> _What you will do_: Begin with the opening line of the records and extract each line through the one holding "path.moveTo(r[0], r[1]);"; pictures are not part of the copy.

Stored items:
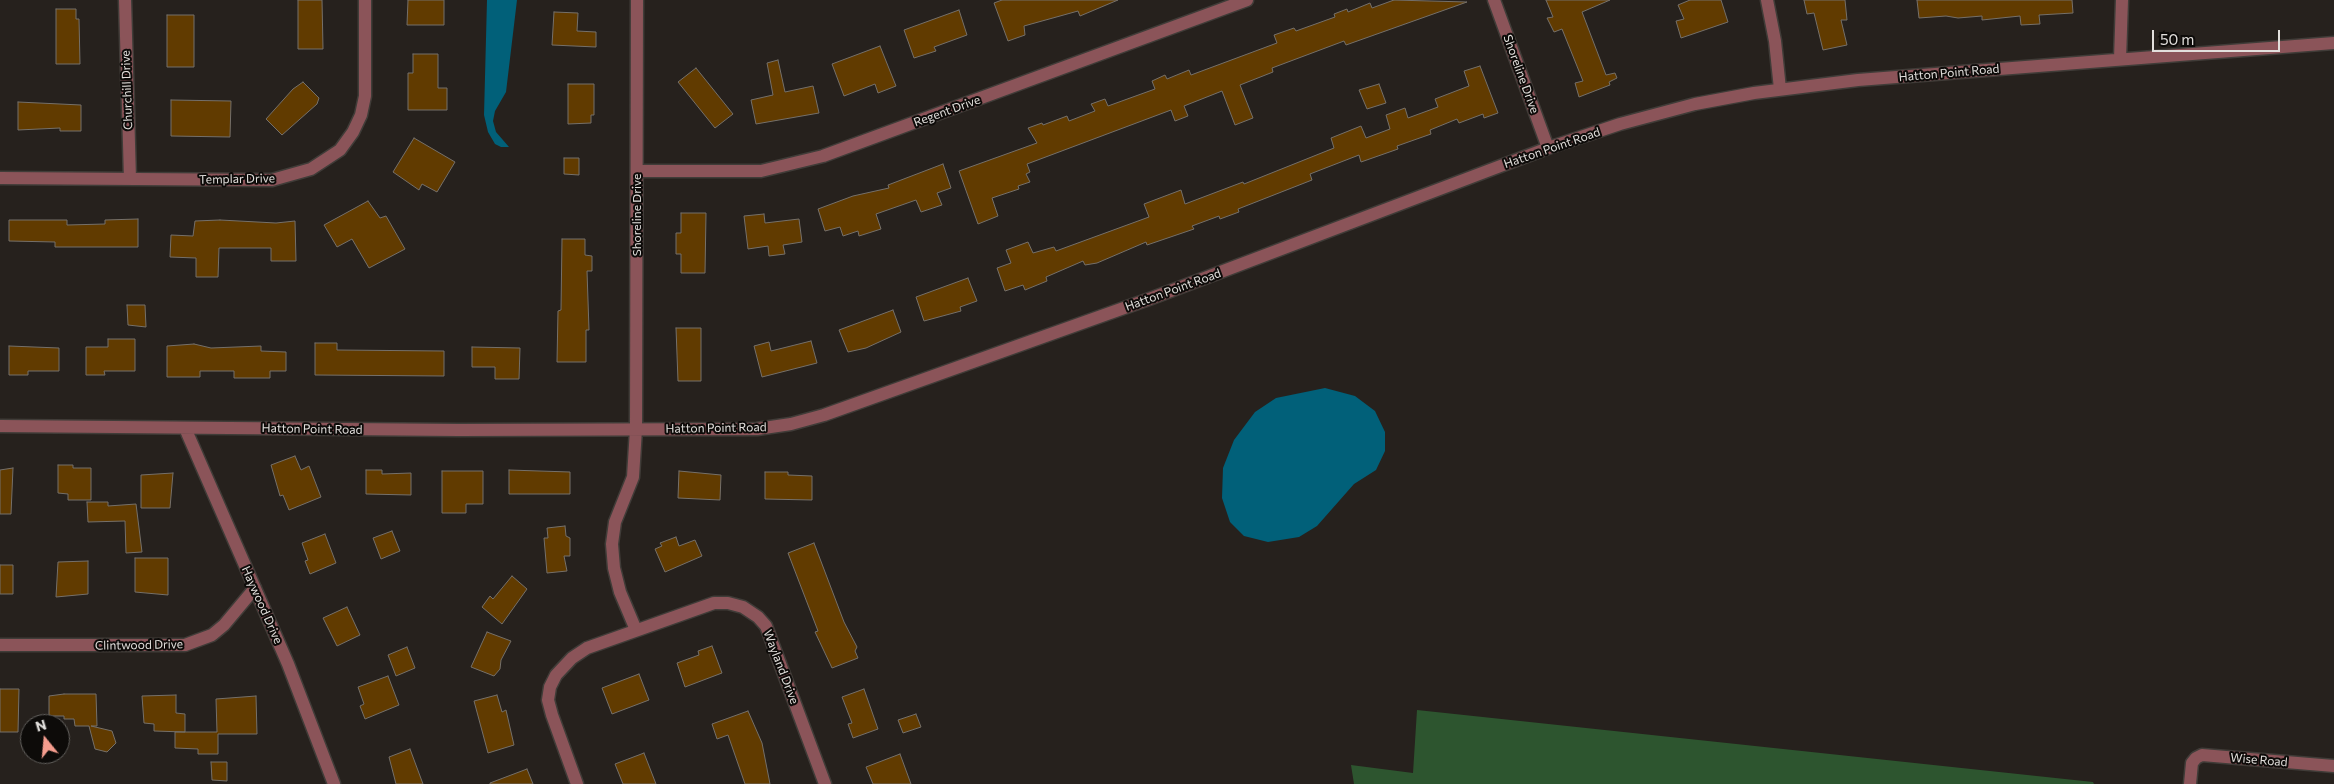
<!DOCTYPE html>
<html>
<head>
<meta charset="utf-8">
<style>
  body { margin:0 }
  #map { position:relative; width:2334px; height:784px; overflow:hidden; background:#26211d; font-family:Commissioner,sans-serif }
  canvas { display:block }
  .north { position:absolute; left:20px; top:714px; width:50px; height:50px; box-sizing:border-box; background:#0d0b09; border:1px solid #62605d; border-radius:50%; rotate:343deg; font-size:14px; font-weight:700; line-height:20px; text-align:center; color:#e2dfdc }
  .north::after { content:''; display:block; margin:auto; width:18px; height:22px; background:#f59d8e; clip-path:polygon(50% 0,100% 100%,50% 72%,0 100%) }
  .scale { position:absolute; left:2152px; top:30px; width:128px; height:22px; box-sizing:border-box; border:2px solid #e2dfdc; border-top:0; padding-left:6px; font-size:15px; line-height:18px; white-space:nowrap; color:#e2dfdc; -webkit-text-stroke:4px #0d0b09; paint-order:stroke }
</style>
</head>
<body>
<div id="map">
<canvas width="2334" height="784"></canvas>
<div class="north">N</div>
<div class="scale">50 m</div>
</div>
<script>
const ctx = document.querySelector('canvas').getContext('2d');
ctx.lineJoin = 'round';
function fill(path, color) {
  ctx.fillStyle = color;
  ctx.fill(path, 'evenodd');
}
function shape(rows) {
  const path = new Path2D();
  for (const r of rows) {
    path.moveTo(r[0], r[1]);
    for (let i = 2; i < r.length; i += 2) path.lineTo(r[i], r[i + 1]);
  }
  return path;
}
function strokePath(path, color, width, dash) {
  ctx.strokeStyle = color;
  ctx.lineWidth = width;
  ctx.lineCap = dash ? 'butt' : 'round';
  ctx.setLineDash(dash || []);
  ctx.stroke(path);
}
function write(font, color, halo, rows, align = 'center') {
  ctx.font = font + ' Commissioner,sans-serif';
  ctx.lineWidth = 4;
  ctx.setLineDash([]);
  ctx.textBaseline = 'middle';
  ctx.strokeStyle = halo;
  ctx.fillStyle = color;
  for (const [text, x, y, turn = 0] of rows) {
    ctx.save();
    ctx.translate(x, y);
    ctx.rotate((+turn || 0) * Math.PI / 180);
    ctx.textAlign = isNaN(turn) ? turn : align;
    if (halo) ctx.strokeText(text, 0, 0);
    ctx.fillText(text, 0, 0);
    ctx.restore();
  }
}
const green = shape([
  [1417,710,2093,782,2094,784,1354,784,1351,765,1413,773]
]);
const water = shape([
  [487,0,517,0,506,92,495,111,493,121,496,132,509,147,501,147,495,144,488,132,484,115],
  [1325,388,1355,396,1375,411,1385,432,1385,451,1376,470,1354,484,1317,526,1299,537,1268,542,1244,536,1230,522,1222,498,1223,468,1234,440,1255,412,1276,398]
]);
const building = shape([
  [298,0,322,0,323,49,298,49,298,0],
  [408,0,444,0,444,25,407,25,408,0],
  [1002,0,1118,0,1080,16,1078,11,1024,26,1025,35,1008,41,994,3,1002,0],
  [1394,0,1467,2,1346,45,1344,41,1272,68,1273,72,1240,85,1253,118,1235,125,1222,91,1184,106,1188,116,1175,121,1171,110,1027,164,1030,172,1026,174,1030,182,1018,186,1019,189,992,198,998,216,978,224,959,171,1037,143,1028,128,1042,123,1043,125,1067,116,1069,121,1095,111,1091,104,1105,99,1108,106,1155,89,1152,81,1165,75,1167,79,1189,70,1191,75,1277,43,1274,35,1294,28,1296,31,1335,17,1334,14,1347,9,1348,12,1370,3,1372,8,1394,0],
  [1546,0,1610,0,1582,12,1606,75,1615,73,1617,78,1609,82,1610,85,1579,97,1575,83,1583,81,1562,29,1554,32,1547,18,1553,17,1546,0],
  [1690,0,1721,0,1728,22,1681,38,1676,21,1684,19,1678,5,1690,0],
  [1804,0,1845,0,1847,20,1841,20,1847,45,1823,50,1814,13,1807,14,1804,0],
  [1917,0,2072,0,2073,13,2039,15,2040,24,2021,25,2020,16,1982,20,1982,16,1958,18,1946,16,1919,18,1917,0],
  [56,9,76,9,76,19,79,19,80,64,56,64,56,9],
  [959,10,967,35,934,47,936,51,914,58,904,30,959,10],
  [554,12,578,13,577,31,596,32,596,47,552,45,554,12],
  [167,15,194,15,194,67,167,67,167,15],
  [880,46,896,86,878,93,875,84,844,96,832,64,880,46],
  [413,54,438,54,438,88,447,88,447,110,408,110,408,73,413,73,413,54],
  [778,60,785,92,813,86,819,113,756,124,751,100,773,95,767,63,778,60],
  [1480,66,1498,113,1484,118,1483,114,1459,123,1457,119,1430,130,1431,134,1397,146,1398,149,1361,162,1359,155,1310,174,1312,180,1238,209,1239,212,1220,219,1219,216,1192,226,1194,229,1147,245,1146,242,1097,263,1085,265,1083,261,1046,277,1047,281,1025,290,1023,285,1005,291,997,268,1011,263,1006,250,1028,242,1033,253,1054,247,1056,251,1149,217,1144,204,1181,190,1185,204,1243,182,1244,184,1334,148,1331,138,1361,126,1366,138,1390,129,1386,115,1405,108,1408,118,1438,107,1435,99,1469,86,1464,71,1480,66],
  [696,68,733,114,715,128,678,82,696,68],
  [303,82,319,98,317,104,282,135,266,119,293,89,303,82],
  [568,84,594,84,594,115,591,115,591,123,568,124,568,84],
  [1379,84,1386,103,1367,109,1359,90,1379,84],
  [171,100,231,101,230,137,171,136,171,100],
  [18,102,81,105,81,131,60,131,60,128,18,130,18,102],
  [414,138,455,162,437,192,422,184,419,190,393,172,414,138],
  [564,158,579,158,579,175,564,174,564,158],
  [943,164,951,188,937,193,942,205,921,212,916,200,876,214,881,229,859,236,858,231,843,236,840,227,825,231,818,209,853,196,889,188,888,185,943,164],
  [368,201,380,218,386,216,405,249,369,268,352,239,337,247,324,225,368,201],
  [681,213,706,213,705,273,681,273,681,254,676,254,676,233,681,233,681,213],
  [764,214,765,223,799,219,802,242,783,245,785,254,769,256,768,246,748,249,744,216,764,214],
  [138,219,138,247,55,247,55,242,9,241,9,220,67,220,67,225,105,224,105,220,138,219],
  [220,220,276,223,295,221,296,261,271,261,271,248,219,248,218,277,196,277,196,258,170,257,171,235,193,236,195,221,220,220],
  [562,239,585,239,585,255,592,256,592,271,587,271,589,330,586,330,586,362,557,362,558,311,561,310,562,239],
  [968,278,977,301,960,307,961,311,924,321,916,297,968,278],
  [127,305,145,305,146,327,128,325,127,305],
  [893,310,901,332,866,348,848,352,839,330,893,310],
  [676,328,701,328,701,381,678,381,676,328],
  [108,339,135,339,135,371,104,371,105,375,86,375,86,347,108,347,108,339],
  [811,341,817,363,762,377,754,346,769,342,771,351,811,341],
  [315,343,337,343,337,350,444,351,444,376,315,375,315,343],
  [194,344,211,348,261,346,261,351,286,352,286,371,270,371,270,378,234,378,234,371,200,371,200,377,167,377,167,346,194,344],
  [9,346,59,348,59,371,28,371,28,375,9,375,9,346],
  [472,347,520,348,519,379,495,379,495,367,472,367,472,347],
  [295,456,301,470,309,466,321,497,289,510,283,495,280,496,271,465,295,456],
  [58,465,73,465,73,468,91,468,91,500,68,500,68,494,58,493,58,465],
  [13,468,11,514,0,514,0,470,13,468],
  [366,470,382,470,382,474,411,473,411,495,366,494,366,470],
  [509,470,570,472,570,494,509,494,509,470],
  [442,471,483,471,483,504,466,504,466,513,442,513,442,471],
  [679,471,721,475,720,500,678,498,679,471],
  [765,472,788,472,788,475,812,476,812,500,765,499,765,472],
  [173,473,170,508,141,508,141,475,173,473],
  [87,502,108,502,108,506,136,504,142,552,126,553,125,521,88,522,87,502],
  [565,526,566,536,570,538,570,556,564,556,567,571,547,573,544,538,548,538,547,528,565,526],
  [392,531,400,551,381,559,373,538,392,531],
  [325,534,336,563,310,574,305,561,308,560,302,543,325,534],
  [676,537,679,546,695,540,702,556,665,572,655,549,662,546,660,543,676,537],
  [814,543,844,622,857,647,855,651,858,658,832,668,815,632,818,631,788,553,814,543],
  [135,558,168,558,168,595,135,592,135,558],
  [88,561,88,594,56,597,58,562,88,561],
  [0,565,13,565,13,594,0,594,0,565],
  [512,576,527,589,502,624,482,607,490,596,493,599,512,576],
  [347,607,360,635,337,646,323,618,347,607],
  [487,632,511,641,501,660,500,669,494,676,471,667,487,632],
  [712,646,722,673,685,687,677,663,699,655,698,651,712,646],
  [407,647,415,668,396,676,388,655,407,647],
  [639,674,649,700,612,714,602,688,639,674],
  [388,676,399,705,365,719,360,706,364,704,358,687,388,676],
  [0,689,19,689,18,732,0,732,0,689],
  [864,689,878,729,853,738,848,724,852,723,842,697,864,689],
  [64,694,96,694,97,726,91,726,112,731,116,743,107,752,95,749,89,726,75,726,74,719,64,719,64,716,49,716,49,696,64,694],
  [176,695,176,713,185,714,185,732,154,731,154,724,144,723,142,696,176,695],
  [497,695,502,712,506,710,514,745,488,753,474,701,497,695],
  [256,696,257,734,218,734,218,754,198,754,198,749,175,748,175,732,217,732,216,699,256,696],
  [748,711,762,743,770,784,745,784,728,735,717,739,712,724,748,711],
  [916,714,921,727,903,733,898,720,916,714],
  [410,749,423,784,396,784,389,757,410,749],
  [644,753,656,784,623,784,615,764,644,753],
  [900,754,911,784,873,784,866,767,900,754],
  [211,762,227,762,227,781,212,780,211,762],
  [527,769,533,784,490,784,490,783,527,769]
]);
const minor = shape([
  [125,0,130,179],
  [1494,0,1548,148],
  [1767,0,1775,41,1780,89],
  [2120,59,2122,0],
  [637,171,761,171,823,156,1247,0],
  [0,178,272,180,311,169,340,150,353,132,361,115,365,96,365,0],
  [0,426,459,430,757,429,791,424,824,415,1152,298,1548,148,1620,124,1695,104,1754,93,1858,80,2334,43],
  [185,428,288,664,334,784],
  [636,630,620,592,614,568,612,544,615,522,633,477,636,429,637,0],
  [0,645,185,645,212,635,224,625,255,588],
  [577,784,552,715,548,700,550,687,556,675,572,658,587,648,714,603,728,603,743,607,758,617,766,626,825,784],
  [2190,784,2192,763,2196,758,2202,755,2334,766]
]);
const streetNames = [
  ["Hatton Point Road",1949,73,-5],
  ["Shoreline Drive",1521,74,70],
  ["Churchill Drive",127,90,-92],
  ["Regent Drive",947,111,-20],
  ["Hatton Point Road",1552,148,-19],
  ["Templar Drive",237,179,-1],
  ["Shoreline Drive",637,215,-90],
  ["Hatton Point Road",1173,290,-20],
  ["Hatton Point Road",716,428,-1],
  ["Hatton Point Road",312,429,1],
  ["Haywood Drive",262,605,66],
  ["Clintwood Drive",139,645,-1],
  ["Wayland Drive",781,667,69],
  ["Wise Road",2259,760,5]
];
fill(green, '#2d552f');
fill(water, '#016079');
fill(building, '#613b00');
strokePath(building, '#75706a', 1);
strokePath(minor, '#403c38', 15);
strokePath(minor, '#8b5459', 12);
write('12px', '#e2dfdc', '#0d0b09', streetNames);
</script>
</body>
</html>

> _Response box_:
<!DOCTYPE html>
<html>
<head>
<meta charset="utf-8">
<style>
  body { margin:0 }
  #map { position:relative; width:2334px; height:784px; overflow:hidden; background:#26211d; font-family:Commissioner,sans-serif }
  canvas { display:block }
  .north { position:absolute; left:20px; top:714px; width:50px; height:50px; box-sizing:border-box; background:#0d0b09; border:1px solid #62605d; border-radius:50%; rotate:343deg; font-size:14px; font-weight:700; line-height:20px; text-align:center; color:#e2dfdc }
  .north::after { content:''; display:block; margin:auto; width:18px; height:22px; background:#f59d8e; clip-path:polygon(50% 0,100% 100%,50% 72%,0 100%) }
  .scale { position:absolute; left:2152px; top:30px; width:128px; height:22px; box-sizing:border-box; border:2px solid #e2dfdc; border-top:0; padding-left:6px; font-size:15px; line-height:18px; white-space:nowrap; color:#e2dfdc; -webkit-text-stroke:4px #0d0b09; paint-order:stroke }
</style>
</head>
<body>
<div id="map">
<canvas width="2334" height="784"></canvas>
<div class="north">N</div>
<div class="scale">50 m</div>
</div>
<script>
const ctx = document.querySelector('canvas').getContext('2d');
ctx.lineJoin = 'round';
function fill(path, color) {
  ctx.fillStyle = color;
  ctx.fill(path, 'evenodd');
}
function shape(rows) {
  const path = new Path2D();
  for (const r of rows) {
    path.moveTo(r[0], r[1]);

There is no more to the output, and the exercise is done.